20-Minute Jan and I made a batch of mead this week whose nearly sole purpose was to use up ingredients we had around the house.

Honey: We had, by extremely rough estimate, 8 pounds of Orange Blossom honey from the bottom of a tub of the stuff I got several months ago. It had started to crystallize a bit but some warm water loosened it enough to be removed with a sanitized spatula. I expect I’ll add upwards of 4 pounds of honey in addition to this when I transfer it to the secondary fermenter. I’d like a little bit of residual sweetness to help carry the fruit flavor but I’ll test it at transfer time.

Fruit: To this honey, we added all of the frozen fruit we had from the garden left over from last year. We figured it would only be a short time until we got fresh berries so we *might* be able to do without a supply in the freezer.
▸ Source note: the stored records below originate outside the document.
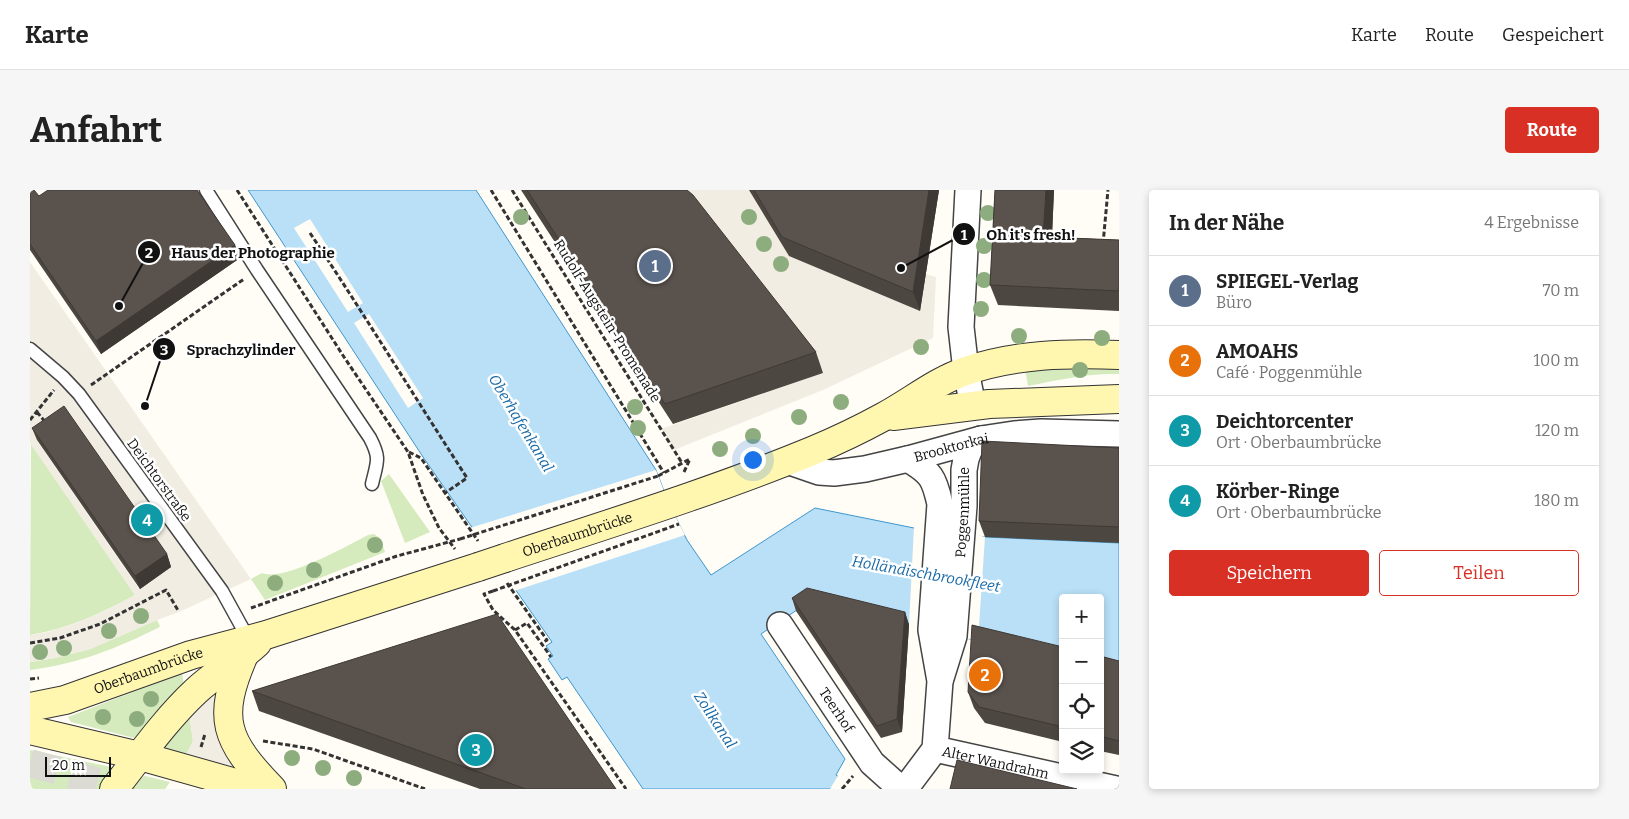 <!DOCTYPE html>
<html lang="de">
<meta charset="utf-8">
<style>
body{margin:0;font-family:Bitter,serif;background:#f6f6f6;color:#222}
.controls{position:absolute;right:15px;bottom:15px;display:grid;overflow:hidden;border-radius:5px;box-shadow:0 2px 8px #0003}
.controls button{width:45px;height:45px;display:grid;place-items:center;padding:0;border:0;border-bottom:1px solid #e0e0e0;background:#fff;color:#222;font:25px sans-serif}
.scale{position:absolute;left:15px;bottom:12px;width:66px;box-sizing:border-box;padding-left:5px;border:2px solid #111;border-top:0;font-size:14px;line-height:18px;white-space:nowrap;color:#111;-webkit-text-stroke:4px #fff;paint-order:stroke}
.you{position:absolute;left:722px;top:269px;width:18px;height:18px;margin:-12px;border:4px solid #fff;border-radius:50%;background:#1a73e8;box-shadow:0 0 0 8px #1a73e833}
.badge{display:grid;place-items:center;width:32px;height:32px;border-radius:50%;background:#d93025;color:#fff;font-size:16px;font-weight:700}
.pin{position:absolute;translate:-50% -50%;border:2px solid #fff;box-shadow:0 1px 5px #0006}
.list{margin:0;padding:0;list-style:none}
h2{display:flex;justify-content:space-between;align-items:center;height:65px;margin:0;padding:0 20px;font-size:21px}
h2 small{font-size:16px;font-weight:400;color:#767676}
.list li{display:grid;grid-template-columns:32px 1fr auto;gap:15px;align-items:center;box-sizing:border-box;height:70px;padding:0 20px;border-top:1px solid #e0e0e0}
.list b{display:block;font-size:19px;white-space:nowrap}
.list p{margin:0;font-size:16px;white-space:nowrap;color:#767676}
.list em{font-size:16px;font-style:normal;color:#767676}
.actions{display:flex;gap:10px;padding:15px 20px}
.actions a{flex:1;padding:11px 0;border:1px solid #d93025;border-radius:5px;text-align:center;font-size:18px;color:#d93025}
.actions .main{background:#d93025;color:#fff}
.icon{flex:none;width:28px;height:28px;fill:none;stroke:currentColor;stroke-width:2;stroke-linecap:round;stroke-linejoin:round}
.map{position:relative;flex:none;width:1089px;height:599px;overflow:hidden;border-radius:5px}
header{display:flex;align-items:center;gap:30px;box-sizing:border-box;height:70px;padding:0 25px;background:#fff;border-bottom:1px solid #e0e0e0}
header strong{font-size:24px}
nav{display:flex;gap:28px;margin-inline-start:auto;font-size:18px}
.intro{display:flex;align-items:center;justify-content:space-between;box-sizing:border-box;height:120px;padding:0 30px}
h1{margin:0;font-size:35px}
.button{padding:12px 22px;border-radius:5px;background:#d93025;color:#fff;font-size:18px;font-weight:700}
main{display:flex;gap:30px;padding:0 30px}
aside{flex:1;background:#fff;border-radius:5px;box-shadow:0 2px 8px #0003}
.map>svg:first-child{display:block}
.green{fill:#d5ebbd}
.plaza{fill:#f1ede2;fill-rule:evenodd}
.water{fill:#b9e0f7;stroke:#3f96cf}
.pier{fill:#fffdf5}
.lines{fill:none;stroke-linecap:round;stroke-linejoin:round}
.primary-tunnel{stroke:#dbdad3;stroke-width:28;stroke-dasharray:28 14;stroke-linecap:butt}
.lane-casing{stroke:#444;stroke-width:15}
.street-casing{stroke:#444;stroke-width:28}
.secondary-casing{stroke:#333;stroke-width:30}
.path{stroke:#333;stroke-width:3;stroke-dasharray:5 2.5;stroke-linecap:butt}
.lane{stroke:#fff;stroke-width:12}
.street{stroke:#fff;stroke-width:25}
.secondary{stroke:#fff6b0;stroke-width:28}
.secondary-bridge-casing{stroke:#333;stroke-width:30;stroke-linecap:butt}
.path-bridge{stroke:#333;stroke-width:3;stroke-dasharray:5 2.5;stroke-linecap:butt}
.secondary-bridge{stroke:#fff6b0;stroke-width:28}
.tree{fill:#8dad7f}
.wall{fill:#4d4742}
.shaded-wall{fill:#3f3936}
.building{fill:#5a524d;stroke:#3f3936}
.labels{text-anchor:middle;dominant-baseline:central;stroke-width:5;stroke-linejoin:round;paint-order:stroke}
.street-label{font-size:14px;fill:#111;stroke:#fff}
.water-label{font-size:15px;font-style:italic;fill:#1768a6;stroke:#fff}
.leader{fill:none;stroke:#111;stroke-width:2}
.callout-dot{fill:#111;stroke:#fff;stroke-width:2}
.mark-label{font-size:15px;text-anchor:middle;font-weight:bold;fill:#fff}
.callout-label{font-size:15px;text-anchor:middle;font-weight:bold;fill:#111;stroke:#fff;stroke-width:5;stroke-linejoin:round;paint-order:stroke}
</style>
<header>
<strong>Karte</strong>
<nav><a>Karte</a><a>Route</a><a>Gespeichert</a></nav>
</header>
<div class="intro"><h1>Anfahrt</h1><a class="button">Route</a></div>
<main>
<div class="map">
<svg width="1089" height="599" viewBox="0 0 1089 599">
<rect width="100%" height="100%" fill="#fffdf5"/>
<!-- green -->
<path class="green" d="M1089 176V184C1059 183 1028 190 998 196L995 179Z
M1 254 105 405C72 423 38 439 0 445Z
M359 284 400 342 375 353 351 291Z
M344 344 350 348 355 362 235 410 221 389 232 383C253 392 317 356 338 345Z
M127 430 130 436 128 438C85 459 48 474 0 480V472L25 468 60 459Z
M152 483 154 495 108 549 41 532 38 527Z
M159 523 163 551 156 565 134 559 133 552Z
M0 560 81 577 85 580 69 599H2L0 591Z
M115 586 140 592 135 599H100L108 588Z"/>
<!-- plaza -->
<path class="plaza" d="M616 0H719L890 121 896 84 906 87 903 148 793 200 644 260 631 239 793 183Z
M0 72 221 389 149 422 127 430 60 459 25 468 0 472V445L18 442 44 434 75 421 105 405 0 253ZM22 239 141 377 109 399 7 251Z
M188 498 209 578 156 565 163 551 159 523Z"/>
<!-- water -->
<path class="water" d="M218 0H446L626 280 639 314 657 350 681 385 785 318 884 338 955 347 1089 353V486L1070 482V408H1033V472L782 410 731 444 815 569 806 585 825 599H613L537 487 532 490 518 469 523 466 516 456 522 452 393 267Z"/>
<!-- pier -->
<path class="pier" d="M280 29 333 113 318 122 264 38Z
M339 124 393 208 378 218 324 133Z
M626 280 639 314 655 345 484 401 440 338Z
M884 336 934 341 955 347 948 451 879 435Z
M818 569 809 584 827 599H800Z"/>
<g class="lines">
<!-- primary-tunnel -->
<path class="primary-tunnel" d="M0 573 94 599"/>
<defs>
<path id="lane" d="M176 0 227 80 340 248C351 269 347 272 342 294
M0 159 33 187 49 204 192 401 219 450"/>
<g id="street">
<path d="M938 0 931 137 936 181 943 216"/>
<path id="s1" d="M757 271 789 282 804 283 835 279 878 269 951 249 984 244 1011 242 1089 244"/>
<path id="s2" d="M750 435 842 573 871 599"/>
<path id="s3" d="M911 488 924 446 934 316V280L936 269 940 258 951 249"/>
<path id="s4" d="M905 559 1086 599"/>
<path d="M875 599 905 559 910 491 901 440 910 314C904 287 901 283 878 269"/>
</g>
<g id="secondary">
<path d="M863 226 959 214 1089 209"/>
<path id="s5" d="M475 368C578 334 682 302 782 261 806 251 831 239 853 227 881 212 906 191 936 181 985 164 1038 163 1089 165"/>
<path d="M214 465C186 529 195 550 242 599"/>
<path id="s6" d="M0 517 35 510 161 465 236 445 448 377"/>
<path d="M0 540 110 566 227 599"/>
<path d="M84 599C110 566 135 530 166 501 185 483 208 471 227 453"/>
</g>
</defs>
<!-- lane casing -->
<use href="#lane" class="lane-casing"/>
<!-- street casing -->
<use href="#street" class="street-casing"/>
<!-- secondary casing -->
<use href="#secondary" class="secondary-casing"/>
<!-- path -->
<path class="path" d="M207 0 314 167 378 262 393 305 409 338 425 359
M461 0 634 283
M482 0 652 273
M280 43C334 124 384 206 437 288L415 303
M1073 54 1078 0
M61 195 214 89
M7 222 16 233
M0 230 24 200
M379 262 391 268 448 351
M654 282 660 269
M628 286 660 269
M477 393 517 450 511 454
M463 401 454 404 463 420 485 440 596 599
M221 418 367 366 430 349
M485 440 497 433 521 467
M0 453 30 448 70 434 136 400 149 422
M0 489 9 488
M233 551 283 559 395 599
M171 557 175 544
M812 599 823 586"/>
<!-- lane -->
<use href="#lane" class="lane"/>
<!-- street -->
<use href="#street" class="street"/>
<!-- secondary -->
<use href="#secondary" class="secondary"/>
<defs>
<path id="secondary-bridge" d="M448 377 475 368"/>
</defs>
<!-- secondary-bridge casing -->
<use href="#secondary-bridge" class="secondary-bridge-casing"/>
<!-- path-bridge -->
<path class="path-bridge" d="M430 349 628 286
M463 401 649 334"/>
<!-- secondary-bridge -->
<use href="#secondary-bridge" class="secondary-bridge"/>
</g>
<!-- trees -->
<g class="tree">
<circle cx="958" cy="23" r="8"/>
<circle cx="491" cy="27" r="8"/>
<circle cx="719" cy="27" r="8"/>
<circle cx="734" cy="54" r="8"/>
<circle cx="954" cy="56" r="8"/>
<circle cx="751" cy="74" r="8"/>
<circle cx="954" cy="90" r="8"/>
<circle cx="951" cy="119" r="8"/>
<circle cx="989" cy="146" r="8"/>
<circle cx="1072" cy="148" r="8"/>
<circle cx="891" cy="157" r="8"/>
<circle cx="1050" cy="180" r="8"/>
<circle cx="811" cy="212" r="8"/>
<circle cx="605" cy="217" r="8"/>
<circle cx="769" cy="227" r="8"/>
<circle cx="608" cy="238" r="8"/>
<circle cx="723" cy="246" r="8"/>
<circle cx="690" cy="259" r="8"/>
<circle cx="345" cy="355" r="8"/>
<circle cx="284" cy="380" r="8"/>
<circle cx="245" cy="393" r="8"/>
<circle cx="111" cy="426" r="8"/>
<circle cx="79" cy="441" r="8"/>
<circle cx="34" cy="458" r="8"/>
<circle cx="10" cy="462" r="8"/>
<circle cx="121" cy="509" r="8"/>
<circle cx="73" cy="527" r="8"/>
<circle cx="107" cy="529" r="8"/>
<circle cx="262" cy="568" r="8"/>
<circle cx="293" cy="578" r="8"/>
<circle cx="324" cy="588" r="8"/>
</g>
<!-- wall -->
<path class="wall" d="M0 0 9 6 205 55 210 68 71 164 0 60Z
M491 0H657L786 162 793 183 643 234Z
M719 0H909L890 121 759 66Z
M965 0H1024L1022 47 1089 50V121L968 115 960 95Z
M2 238 137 364 141 377 110 399 7 250Z
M1089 258V353L955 347 949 331Z
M762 408 875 422 879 435 872 542 851 548 766 421Z
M1033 457V552L955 533 944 518 938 502Z
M1070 466 1089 471V565L1070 561Z
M222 501 586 599H450L229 521Z"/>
<!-- shaded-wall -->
<path class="shaded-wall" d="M899 0H909L890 121 883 102Z
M1016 0H1024L1021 67 1013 47Z
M205 55 210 68 71 164 66 151Z
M137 364 141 377 110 399 105 386Z
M875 422 879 435 872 542 867 529Z"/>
<!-- building -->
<path class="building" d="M0 0H4L9 6 18 0H167L205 55 66 151 0 54Z
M497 0H657L663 5 786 162 635 214Z
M724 0H899L883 102 752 47Z
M965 0H1016L1013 47 1089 50V101L960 95Z
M34 216 137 364 105 386 2 238Z
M952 251 1089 258V337L949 331Z
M777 398 875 422 867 529 847 536 762 408Z
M467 424 586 599H496L222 501Z
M942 435 1033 457V537L949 517 938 502Z
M1070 466 1089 471V551L1070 546Z
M927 570 1047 599H920Z"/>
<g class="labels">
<!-- street labels -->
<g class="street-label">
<text transform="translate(577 131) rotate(58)">Rudolf-Augstein-Promenade</text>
<text stroke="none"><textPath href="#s1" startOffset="169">Brooktorkai</textPath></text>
<text transform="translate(129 290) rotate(54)">Deichtorstraße</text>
<text stroke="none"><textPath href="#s3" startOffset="168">Poggenmühle</textPath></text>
<text stroke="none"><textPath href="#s5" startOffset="76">Oberbaumbrücke</textPath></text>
<text stroke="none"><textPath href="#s6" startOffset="124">Oberbaumbrücke</textPath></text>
<text stroke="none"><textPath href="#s2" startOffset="102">Teerhof</textPath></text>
<text stroke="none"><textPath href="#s4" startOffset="62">Alter Wandrahm</textPath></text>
</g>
<!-- water labels -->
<g class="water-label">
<text transform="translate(491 233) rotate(59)">Oberhafenkanal</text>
<text transform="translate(896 384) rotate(10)">Holländischbrookfleet</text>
<text transform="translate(685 530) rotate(57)">Zollkanal</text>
</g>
</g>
<!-- callouts -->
<path class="leader" d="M871 78L934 44M89 116L119 62M115 216L134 159"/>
<g class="callout-dot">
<circle cx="871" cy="78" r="5"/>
<circle cx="89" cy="116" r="5"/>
<circle cx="115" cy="216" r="5"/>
<circle cx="934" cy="44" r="12"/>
<circle cx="119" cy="62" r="12"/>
<circle cx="134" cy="159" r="12"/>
</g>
<g class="mark-label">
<text x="934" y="50">1</text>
<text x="119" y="68">2</text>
<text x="134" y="165">3</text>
</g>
<g class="callout-label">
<text x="1001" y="50">Oh it's fresh!</text>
<text x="223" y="68">Haus der Photographie</text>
<text x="211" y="165">Sprachzylinder</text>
</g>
</svg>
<div class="controls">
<button>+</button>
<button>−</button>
<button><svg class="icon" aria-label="locate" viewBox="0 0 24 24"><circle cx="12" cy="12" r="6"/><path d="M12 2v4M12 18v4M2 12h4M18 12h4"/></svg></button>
<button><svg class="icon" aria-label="layers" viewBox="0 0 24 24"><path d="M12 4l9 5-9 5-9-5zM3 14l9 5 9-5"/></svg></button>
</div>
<div class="scale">20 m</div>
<div class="you"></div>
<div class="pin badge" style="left:625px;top:76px;background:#5c6f8a">1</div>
<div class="pin badge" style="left:955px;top:485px;background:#e8710a">2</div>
<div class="pin badge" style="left:446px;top:560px;background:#0f9aa8">3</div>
<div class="pin badge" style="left:117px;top:330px;background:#0f9aa8">4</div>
</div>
<aside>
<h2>In der Nähe<small>4 Ergebnisse</small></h2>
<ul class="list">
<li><span class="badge" style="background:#5c6f8a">1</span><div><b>SPIEGEL-Verlag</b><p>Büro</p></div><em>70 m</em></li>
<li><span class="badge" style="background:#e8710a">2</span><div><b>AMOAHS</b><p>Café · Poggenmühle</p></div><em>100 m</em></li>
<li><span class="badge" style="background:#0f9aa8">3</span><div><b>Deichtorcenter</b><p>Ort · Oberbaumbrücke</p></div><em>120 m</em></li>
<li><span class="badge" style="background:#0f9aa8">4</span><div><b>Körber-Ringe</b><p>Ort · Oberbaumbrücke</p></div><em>180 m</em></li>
</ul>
<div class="actions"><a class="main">Speichern</a><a>Teilen</a></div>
</aside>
</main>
There were a couple large-ish bags of black raspberries, one moderate bag of black currants and two small bags of…, well, I thought they were gooseberries but they had turned red in the bag. They sure tasted like gooseberries. There was also a small bag of dried cherries that we tossed in as well. Frozen fruit, I’ve found, works nicely in mead because the freezing process ruptures the cell walls and makes all the berry flavor available for the mead. All these ingredients went into a sanitized 3 gallon carboy, along with enough water to bring it up to the neck. Nope, these aren’t very precise measurements but this is the mead equivalent of a harvest ale, I figure, where one uses fresh untested hops so the bitterness can only be estimated and the exact recipe never repeated. The color is spectacular, a deep bluish purple. It will definitely stain anything it touches so if it’s bad mead, at least it might be good dye. (grin)

Yeast: The yeast I used was a package of dry ale yeast. Ale yeast doesn’t tolerate a very high alcohol concentration so it dies out while there’s still some sugar left in the mead. A wine yeast or even moreso a champagne yeast might make this fruity mead a bit too dry. And I opted for an ale yeast rather than a lager yeast, not so much due to fermentation temperature, because my basement brewing area is quite cool at this time of the year, but because I wanted that fruitier flavor that ale yeast gives, rather than the clear, clean profile of most lager yeasts. Plus, it was the kind of yeast I happened to have in my fridge.

By the next day there were polite periodic burps coming from the air lock which indicates fermentation had begun. I’ll check in again with it in a couple weeks and make adjustments then.